According to a recently completed study conducted for the National Cancer Institute, young men who smoke marijuana are at a higher risk of testicular cancer. The study involved 455 men in California. The data and scientific analysis led experts to conclude that weed smoking men under the age of 35 were twice as likely to develop testicular germ cell tumors, which is the most common form of the disease in men of this age group.
One of the study’s authors was Dr. Victoria Cortessis (pictured above), an assistant professor of preventative medicine at the University of California’s Keck School of Medicine in Los Angeles. Cortessis and her colleagues used interviews to investigate recreational drug use among 163 men diagnosed with testicular cancer and 292 healthy men of the same age. The study found that the men who smoked marijuana had double the risk of testicular tumors compared with men who did not use the drug. It was also found that their tumors tended to grow faster and were tougher to treat.
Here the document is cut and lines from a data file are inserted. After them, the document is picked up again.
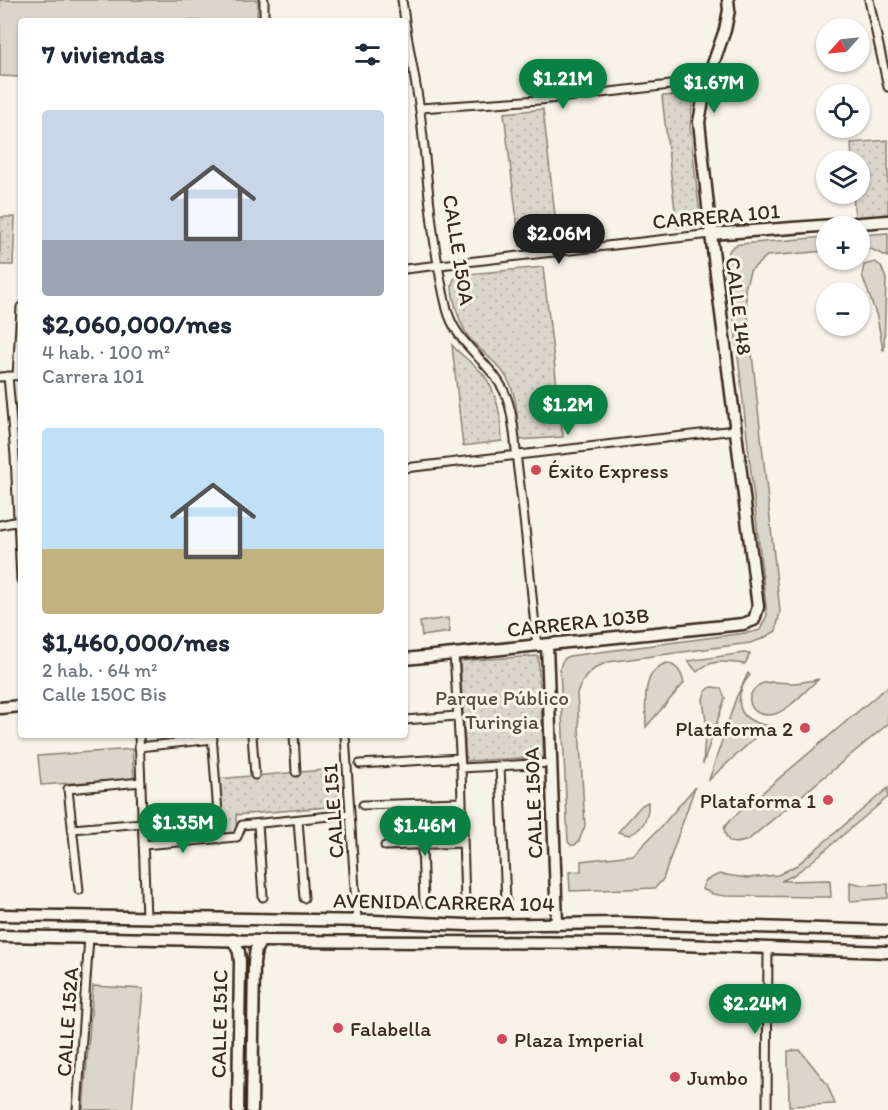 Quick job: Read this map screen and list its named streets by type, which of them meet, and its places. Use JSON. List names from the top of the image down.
{
  "streets": {
    "main road": [
      "CARRERA 101",
      "CALLE 150A",
      "CALLE 148",
      "CARRERA 103B",
      "AVENIDA CARRERA 104",
      "CALLE 151C"
    ],
    "street": ["CALLE 151", "CALLE 152A"]
  },
  "crossings": [
    ["CARRERA 101", "CALLE 150A"],
    ["CARRERA 101", "CALLE 148"],
    ["CALLE 150A", "CARRERA 103B"],
    ["CALLE 150A", "AVENIDA CARRERA 104"],
    ["CALLE 148", "CARRERA 103B"],
    ["CALLE 151", "AVENIDA CARRERA 104"],
    ["AVENIDA CARRERA 104", "CALLE 152A"],
    ["AVENIDA CARRERA 104", "CALLE 151C"]
  ],
  "parks": ["Parque Público Turingia"],
  "places": [
    "Éxito Express",
    "Plataforma 2",
    "Plataforma 1",
    "Falabella",
    "Plaza Imperial",
    "Jumbo"
  ],
  "north": "bottom left",
  "page": {
    "map_buttons": ["+", "−"],
    "heading": "7 viviendas",
    "price": [
      "$1.21M",
      "$1.67M",
      "$2.06M",
      "$1.2M",
      "$1.35M",
      "$1.46M",
      "$2.24M"
    ],
    "list": [
      {
        "name": "$2,060,000/mes",
        "note": "4 hab. · 100 m² · Carrera 101"
      },
      {
        "name": "$1,460,000/mes",
        "note": "2 hab. · 64 m² · Calle 150C Bis"
      }
    ]
  }
}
“Most men who get testicular cancer today survive, and that’s wonderful. But as a result of treatment, they may have problems with fertility or sexual function,” Dr. Cortessis said. “So we’re talking about the risk of developing the cancer in the first place as well as the subsequent effects of the cancer and its treatment.”
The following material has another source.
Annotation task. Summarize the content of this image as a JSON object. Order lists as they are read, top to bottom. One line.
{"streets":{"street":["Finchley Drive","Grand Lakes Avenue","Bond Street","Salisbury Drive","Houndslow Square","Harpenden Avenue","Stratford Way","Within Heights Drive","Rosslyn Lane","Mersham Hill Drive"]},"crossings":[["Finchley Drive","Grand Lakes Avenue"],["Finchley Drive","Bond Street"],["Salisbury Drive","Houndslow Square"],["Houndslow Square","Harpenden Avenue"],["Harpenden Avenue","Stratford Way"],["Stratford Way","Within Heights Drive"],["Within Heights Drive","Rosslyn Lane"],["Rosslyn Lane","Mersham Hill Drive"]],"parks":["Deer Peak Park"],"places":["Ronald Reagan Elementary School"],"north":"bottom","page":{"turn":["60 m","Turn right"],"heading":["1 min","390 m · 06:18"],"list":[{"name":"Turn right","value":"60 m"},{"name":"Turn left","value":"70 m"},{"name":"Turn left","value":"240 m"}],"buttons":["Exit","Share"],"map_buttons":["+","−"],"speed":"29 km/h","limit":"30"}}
However, marijuana’s affect on the risk of testicular cancer is still unknown. In studies conducted on animals, marijuana smoke and tetrahydrocannabinol, or THC, reduced levels of circulating hormones.
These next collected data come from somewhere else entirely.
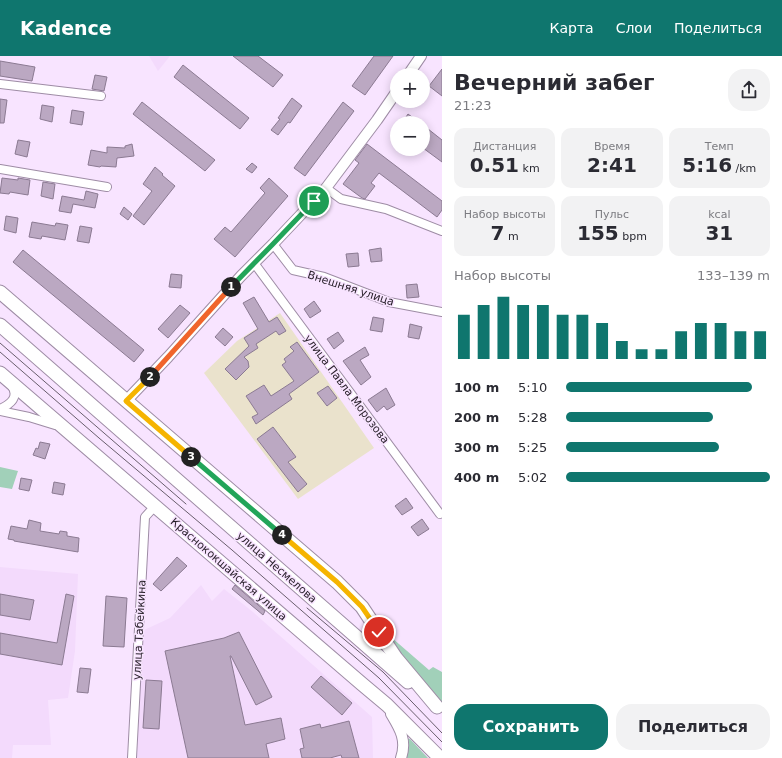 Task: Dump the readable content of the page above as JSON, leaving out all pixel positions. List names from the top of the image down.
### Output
{
  "streets": {
    "main road": ["улица Несмелова", "Краснококшайская улица"],
    "street": ["Внешняя улица", "улица Павла Морозова", "улица Табейкина"]
  },
  "crossings": [
    ["Краснококшайская улица", "улица Табейкина"]
  ],
  "page": {
    "header": "Kadence",
    "nav": ["Карта", "Слои", "Поделиться"],
    "heading": ["Вечерний забег", "21:23"],
    "map_buttons": ["+", "−"],
    "stats": [
      ["Дистанция", "0.51 km"],
      ["Время", "2:41"],
      ["Темп", "5:16 /km"],
      ["Набор высоты", "7 m"],
      ["Пульс", "155 bpm"],
      ["kcal", "31"]
    ],
    "chart": ["Набор высоты", "133–139 m"],
    "pins": [
      "1",
      "2",
      "3",
      "4"
    ],
    "list": [
      {
        "name": "100 m",
        "note": "5:10"
      },
      {
        "name": "200 m",
        "note": "5:28"
      },
      {
        "name": "300 m",
        "note": "5:25"
      },
      {
        "name": "400 m",
        "note": "5:02"
      }
    ],
    "buttons": ["Сохранить", "Поделиться"]
  }
} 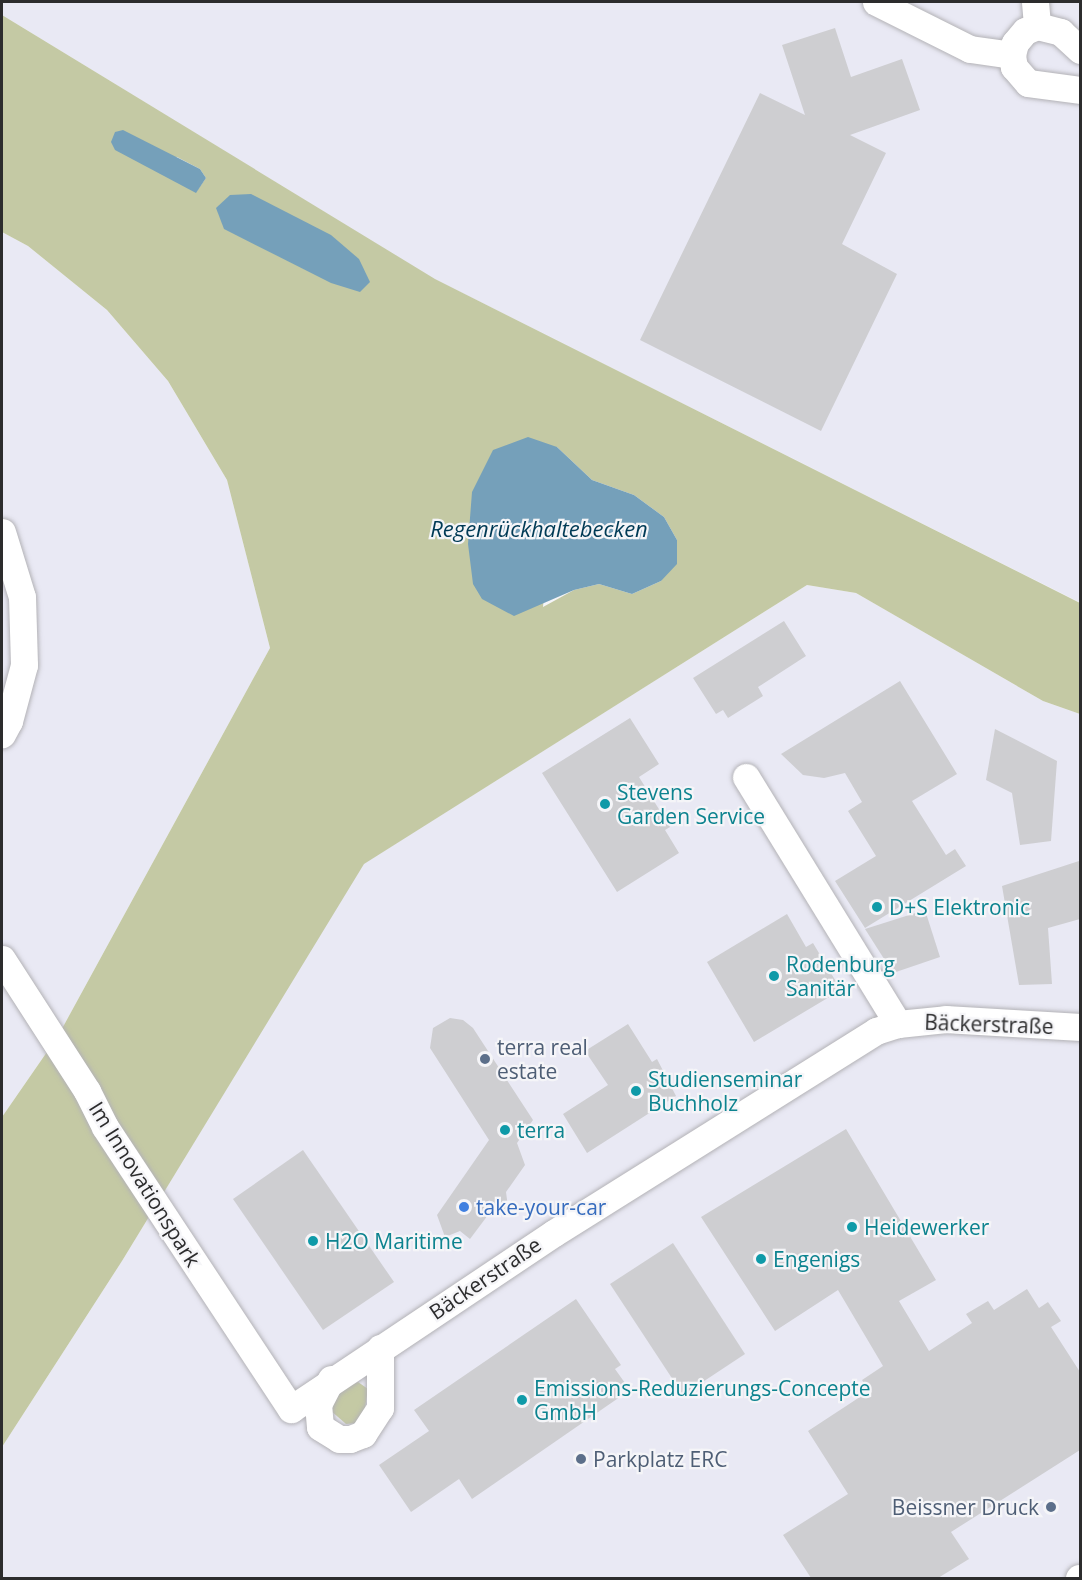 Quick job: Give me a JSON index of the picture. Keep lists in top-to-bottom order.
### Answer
{
  "streets": {
    "street": ["Bäckerstraße", "Im Innovationspark"]
  },
  "crossings": [
    ["Bäckerstraße", "Im Innovationspark"]
  ],
  "water": ["Regenrückhaltebecken"],
  "places": [
    "Stevens Garden Service",
    "D+S Elektronic",
    "Rodenburg Sanitär",
    "terra real estate",
    "Studienseminar Buchholz",
    "terra",
    "take-your-car",
    "Heidewerker",
    "H2O Maritime",
    "Engenigs",
    "Emissions-Reduzierungs-Concepte GmbH",
    "Parkplatz ERC",
    "Beissner Druck"
  ]
}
“Guys who tried it and abandoned it may have been very young,” said Dr. Cortessis adding that her study was too small to rule out certain risks. “We plan to investigate the possibility that men who use marijuana during puberty may be especially vulnerable, which makes sense if marijuana is disrupting the hormone signaling that directs the testes to maturity.” Further follow-up study is being conducted on this issue.